= Naserke =

Human settlement in India

Naserke is a small village in the Gurdaspur district of Punjab, India. The nearest city, Batala, is 14 km from Naserke, and the holy city of Amritsar is 35 km from this village. It falls under Fatehgarh Garh Churian block and the road connecting Batala and Fatehgarh Churian (via Bhalowali) passes through the village. Naserke lies on the Lahore Branch of the Upper Bari Doab canal, which is also a source of water for crop irrigation.

==History==
The current residents of this village moved to this place after the partition of India and Pakistan in 1947. Before partition, Naserke was inhabited by mostly Muslim population, who moved to Pakistan after partition. There were two mosques in the village, one of which is used as gurudwara (a Sikh temple) since then.
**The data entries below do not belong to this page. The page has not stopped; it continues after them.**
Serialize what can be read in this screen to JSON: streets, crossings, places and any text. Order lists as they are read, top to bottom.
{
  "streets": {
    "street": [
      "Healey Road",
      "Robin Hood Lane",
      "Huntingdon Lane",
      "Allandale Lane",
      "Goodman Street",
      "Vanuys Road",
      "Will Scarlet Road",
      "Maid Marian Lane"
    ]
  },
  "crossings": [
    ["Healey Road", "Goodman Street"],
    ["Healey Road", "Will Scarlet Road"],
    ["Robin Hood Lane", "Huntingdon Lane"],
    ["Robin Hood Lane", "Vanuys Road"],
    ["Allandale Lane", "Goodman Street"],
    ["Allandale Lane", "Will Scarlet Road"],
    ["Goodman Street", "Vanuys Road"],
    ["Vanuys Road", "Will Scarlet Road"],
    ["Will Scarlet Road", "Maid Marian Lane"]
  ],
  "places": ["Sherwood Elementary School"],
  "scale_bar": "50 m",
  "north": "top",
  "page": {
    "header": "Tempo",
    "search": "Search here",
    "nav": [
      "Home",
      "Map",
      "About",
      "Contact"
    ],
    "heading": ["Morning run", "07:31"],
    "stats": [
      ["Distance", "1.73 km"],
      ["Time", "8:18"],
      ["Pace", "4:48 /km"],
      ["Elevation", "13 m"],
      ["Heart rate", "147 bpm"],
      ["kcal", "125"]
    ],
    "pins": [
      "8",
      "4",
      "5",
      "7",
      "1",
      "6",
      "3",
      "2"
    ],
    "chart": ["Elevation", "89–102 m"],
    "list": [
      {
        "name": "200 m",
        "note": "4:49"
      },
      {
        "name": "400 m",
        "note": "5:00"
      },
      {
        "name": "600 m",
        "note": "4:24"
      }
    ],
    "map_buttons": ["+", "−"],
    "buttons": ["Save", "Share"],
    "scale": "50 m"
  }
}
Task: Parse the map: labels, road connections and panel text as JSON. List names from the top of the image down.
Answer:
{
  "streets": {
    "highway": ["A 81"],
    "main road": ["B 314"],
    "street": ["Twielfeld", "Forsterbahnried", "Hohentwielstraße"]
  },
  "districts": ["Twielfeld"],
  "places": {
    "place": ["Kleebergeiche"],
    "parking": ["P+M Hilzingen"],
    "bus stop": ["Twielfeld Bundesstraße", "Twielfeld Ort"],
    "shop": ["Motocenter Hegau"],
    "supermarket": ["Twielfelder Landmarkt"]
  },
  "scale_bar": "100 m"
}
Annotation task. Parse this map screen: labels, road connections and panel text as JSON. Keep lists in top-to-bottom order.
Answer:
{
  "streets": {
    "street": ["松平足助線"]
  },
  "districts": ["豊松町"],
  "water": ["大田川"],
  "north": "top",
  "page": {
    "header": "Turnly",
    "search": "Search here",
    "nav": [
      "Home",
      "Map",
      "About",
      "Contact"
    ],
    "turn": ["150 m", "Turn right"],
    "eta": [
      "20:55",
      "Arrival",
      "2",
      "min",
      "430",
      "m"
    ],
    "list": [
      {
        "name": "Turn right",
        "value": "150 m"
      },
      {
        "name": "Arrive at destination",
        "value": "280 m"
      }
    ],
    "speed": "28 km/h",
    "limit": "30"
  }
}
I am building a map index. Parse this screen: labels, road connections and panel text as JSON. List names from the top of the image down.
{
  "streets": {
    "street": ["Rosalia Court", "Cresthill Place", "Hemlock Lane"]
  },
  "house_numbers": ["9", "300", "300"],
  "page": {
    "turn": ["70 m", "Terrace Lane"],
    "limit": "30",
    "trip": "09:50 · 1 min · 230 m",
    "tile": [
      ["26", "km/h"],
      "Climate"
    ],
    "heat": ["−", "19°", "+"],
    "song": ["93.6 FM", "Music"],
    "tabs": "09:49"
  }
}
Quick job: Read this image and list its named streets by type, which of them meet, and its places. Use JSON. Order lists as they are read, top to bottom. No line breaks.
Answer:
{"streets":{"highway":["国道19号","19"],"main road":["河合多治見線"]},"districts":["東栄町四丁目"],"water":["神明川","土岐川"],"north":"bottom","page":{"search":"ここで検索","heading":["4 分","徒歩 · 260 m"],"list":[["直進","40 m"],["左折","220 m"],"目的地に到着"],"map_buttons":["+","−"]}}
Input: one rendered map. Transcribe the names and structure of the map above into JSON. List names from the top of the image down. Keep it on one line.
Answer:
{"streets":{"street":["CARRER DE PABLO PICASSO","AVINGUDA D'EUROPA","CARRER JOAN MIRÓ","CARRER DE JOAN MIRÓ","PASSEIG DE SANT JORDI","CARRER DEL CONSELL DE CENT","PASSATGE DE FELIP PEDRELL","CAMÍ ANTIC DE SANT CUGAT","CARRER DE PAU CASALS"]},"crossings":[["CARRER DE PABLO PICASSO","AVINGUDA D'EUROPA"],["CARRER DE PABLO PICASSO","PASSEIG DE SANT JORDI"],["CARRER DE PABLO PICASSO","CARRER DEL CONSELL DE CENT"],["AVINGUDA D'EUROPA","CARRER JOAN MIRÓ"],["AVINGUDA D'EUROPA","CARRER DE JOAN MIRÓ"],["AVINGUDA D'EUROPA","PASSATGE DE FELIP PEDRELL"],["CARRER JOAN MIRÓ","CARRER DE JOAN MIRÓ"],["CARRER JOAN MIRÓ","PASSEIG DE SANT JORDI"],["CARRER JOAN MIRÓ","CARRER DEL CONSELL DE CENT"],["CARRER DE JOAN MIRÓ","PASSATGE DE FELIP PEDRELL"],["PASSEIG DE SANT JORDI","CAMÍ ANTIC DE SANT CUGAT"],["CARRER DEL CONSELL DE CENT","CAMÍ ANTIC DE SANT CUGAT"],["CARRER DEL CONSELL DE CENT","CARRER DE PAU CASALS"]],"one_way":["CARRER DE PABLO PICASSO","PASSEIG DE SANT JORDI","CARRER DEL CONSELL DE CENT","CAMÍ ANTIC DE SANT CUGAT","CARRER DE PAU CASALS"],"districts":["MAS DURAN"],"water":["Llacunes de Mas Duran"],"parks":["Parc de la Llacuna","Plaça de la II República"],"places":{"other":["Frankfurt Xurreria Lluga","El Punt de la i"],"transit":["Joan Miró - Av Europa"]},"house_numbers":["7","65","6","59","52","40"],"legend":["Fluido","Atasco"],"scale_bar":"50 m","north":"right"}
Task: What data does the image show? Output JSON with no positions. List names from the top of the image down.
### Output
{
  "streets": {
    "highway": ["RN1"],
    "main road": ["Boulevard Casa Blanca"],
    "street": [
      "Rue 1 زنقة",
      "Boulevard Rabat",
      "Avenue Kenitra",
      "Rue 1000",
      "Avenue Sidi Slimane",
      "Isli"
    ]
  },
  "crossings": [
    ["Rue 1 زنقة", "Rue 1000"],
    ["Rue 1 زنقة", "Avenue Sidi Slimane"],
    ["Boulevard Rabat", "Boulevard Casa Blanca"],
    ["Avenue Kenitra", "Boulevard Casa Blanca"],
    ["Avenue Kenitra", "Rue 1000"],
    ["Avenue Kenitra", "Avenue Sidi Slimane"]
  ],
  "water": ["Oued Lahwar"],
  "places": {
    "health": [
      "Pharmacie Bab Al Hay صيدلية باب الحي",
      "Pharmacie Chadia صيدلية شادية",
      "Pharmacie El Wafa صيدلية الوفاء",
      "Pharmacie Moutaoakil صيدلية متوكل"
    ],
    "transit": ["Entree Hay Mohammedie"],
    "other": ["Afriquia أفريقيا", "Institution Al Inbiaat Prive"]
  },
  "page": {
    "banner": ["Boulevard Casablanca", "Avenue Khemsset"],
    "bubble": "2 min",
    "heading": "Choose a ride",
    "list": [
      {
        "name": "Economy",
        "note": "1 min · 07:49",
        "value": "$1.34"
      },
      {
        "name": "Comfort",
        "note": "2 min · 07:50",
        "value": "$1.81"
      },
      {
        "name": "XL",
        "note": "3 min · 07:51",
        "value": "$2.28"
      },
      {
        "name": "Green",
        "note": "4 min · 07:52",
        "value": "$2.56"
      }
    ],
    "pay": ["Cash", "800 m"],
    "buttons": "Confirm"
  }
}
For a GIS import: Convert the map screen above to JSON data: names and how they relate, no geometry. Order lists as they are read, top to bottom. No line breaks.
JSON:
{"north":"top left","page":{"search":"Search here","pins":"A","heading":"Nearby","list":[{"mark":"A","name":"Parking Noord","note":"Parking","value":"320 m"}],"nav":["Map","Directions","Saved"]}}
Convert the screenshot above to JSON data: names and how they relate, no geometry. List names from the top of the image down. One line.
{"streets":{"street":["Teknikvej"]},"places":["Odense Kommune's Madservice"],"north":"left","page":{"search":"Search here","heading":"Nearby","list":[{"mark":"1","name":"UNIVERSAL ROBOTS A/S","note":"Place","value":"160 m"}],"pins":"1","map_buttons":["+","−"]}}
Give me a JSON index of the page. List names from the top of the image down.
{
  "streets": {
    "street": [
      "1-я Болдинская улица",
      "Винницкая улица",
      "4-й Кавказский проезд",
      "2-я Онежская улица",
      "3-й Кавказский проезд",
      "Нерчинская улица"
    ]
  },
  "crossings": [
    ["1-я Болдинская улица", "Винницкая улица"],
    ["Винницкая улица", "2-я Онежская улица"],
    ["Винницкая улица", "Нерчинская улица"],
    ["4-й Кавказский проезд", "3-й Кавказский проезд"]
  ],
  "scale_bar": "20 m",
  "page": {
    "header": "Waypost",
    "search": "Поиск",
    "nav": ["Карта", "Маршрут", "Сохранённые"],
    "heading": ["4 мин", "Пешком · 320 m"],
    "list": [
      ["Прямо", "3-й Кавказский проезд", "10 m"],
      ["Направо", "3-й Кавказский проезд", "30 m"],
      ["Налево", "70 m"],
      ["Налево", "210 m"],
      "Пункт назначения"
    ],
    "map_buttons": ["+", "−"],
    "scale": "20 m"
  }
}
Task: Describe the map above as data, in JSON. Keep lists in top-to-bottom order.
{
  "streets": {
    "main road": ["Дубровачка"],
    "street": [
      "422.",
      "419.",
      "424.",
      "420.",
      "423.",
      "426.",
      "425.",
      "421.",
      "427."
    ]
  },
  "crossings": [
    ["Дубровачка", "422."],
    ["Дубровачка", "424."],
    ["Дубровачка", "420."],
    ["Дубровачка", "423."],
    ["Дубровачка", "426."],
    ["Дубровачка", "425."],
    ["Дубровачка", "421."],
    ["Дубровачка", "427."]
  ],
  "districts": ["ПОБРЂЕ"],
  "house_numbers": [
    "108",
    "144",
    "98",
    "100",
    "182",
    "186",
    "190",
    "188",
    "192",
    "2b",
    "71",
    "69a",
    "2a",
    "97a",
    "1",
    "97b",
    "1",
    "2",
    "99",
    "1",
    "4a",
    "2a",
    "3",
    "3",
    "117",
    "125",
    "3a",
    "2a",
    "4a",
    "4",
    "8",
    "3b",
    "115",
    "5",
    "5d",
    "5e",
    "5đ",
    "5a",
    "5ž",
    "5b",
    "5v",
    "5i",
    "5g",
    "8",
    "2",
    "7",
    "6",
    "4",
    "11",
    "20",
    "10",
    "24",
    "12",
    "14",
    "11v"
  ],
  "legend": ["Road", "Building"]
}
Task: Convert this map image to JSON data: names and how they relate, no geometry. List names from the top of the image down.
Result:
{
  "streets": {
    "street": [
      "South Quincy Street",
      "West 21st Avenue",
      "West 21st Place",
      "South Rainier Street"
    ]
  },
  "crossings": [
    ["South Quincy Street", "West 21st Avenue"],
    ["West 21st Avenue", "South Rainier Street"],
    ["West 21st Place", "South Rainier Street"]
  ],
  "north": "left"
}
There are no Muslims in the village now.

==Demographics==
The population of about 1100 includes mostly Sikhs. The Sikh population mainly consists of sub-castes such as Boparai, Bajwa, Kahlon and Sandhu. The village is also home to a few Christian families and Hindu families. The main occupation of the villagers is farming. Many youngsters are now moving to countries in Canada, Europe and North America in search for jobs. The main crops grown here include wheat, paddy, sugarcane, maize, pearl millet, lurcene and other forage crops.

==Facilities==
The main facilities in the village include a government primary school, Sri Guru Harkrishen public school, a government hospital, a veterinary hospital, a cooperative bank, a post office and a grain market.